-------- Exercise input

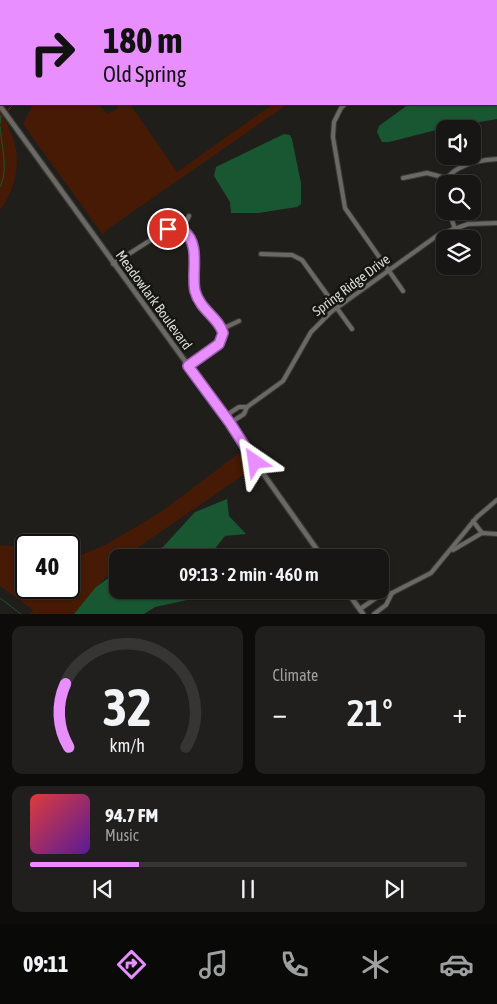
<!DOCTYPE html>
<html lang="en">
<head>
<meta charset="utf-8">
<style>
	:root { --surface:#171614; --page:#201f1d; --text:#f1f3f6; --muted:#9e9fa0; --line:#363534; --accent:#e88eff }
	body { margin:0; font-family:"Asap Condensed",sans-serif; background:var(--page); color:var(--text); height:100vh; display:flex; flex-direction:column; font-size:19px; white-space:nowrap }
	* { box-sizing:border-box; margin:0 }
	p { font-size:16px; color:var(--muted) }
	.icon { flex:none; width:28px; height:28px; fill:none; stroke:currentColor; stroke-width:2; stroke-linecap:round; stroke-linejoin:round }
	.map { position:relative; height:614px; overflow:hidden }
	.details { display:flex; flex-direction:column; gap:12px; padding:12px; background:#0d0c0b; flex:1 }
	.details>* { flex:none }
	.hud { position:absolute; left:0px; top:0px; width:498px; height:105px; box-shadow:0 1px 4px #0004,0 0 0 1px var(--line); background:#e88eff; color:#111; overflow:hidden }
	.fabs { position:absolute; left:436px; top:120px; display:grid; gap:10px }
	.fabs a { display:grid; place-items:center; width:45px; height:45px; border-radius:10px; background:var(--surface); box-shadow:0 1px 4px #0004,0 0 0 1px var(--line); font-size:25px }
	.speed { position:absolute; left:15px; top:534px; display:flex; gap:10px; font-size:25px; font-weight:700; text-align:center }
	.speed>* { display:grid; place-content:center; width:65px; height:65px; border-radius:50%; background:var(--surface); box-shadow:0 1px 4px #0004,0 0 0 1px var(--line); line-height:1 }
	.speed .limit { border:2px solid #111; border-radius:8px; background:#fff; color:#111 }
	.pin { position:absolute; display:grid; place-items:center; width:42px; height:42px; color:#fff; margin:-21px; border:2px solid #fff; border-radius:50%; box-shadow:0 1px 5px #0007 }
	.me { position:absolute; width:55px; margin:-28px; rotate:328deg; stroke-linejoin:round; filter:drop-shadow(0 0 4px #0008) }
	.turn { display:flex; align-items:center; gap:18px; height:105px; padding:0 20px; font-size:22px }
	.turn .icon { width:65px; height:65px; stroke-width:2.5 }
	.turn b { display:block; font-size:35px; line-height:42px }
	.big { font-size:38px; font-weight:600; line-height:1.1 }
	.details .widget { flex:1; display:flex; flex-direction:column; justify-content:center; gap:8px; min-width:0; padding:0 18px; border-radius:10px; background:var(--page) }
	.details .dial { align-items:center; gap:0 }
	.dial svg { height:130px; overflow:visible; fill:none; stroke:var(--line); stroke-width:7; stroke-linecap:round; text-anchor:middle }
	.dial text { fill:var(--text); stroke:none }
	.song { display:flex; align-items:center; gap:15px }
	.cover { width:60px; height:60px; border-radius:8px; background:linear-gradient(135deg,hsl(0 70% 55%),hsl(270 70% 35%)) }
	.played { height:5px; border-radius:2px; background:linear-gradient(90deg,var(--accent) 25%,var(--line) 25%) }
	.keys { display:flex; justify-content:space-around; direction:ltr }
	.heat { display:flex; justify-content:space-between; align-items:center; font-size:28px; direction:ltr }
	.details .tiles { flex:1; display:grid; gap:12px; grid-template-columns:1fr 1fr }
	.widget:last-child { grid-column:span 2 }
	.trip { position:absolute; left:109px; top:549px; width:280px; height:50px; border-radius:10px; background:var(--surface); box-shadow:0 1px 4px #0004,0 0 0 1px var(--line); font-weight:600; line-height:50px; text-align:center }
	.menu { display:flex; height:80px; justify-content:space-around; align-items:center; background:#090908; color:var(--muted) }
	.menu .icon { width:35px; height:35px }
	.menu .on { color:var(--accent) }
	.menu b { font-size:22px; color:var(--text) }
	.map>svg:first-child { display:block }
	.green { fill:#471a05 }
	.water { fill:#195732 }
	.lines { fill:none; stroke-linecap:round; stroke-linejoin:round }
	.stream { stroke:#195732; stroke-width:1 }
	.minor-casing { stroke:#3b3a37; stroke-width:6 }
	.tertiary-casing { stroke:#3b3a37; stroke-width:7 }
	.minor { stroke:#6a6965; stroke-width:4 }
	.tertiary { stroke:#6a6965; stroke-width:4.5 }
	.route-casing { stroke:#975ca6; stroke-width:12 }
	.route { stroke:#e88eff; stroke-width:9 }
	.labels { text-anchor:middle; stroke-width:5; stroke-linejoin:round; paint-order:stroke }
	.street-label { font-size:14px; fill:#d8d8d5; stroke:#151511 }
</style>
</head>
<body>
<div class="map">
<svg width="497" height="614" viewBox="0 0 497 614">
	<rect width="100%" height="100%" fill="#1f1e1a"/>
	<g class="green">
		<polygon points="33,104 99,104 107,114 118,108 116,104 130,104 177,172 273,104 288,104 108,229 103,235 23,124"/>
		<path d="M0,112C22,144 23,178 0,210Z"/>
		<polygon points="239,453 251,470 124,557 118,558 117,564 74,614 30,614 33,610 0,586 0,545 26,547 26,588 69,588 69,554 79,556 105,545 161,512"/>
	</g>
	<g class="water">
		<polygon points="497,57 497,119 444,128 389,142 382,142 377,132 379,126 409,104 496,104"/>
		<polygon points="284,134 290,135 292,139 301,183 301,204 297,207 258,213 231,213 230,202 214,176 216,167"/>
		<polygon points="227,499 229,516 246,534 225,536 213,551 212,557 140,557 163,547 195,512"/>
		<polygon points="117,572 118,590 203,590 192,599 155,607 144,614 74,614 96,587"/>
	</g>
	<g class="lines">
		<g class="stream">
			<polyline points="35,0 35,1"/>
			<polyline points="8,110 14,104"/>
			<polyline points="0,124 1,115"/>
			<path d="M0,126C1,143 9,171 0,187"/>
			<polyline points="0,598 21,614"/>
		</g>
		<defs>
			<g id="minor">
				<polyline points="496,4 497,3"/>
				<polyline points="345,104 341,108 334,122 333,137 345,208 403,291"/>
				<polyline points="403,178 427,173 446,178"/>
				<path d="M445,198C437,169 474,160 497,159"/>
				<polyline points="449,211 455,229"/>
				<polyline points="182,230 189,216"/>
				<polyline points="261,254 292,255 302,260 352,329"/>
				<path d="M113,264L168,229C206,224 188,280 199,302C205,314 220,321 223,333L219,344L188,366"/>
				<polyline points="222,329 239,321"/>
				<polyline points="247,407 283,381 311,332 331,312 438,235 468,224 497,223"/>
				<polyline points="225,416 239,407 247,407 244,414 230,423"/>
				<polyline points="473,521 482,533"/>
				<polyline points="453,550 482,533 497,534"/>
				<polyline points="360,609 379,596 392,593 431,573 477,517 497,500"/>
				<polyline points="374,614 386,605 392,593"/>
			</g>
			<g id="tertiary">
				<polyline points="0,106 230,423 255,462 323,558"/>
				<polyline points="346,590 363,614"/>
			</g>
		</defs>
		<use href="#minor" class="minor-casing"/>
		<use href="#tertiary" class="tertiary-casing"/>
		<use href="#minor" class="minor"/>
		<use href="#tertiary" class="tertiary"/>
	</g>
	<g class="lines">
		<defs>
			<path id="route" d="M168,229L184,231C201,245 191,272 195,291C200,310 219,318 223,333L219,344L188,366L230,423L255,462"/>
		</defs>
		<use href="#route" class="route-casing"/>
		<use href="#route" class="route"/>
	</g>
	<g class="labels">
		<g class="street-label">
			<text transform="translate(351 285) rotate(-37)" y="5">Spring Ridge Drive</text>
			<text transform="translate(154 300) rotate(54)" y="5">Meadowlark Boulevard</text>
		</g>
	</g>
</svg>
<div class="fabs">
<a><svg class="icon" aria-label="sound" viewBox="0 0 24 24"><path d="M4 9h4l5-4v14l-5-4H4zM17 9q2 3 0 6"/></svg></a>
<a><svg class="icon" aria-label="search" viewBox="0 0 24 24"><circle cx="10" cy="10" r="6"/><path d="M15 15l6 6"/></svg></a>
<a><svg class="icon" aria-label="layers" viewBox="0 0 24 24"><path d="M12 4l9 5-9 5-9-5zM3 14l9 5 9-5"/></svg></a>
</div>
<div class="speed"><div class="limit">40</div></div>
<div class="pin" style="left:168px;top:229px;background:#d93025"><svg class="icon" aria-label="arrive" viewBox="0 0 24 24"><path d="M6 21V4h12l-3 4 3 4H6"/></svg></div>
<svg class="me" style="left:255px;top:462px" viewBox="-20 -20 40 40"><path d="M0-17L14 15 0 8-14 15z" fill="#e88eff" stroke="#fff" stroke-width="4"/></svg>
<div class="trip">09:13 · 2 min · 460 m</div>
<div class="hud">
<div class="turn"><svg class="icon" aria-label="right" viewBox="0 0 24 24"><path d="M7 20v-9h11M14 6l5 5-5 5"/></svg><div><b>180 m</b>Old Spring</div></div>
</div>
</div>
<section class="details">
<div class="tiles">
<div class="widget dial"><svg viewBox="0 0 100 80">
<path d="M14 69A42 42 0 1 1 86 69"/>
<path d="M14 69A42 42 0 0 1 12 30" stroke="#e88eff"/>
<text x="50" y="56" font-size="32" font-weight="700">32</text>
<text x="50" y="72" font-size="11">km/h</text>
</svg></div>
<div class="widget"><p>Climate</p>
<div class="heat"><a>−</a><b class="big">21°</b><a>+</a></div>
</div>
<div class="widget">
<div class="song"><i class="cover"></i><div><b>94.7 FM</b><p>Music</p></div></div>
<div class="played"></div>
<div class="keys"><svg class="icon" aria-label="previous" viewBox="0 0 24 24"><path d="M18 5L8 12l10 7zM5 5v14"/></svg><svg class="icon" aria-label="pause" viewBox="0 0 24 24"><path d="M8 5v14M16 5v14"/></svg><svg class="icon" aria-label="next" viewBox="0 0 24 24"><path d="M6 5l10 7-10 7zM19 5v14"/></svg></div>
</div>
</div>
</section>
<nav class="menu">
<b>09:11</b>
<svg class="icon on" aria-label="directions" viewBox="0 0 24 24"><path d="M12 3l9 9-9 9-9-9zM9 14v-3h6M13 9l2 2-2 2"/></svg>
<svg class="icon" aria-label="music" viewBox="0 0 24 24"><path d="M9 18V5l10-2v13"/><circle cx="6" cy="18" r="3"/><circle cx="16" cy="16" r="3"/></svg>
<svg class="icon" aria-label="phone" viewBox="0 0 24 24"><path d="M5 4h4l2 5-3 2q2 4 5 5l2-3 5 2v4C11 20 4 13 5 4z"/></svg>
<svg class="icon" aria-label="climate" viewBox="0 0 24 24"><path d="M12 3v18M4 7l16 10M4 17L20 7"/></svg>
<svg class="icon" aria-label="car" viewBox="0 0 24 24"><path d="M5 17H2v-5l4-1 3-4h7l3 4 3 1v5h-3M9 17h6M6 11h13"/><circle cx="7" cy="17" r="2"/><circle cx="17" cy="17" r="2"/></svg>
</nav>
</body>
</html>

----------------

## Exercise prompt:
Lines with the word "gradient" in them should be copied from the preceding records.

## Task response:
	.cover { width:60px; height:60px; border-radius:8px; background:linear-gradient(135deg,hsl(0 70% 55%),hsl(270 70% 35%)) }
	.played { height:5px; border-radius:2px; background:linear-gradient(90deg,var(--accent) 25%,var(--line) 25%) }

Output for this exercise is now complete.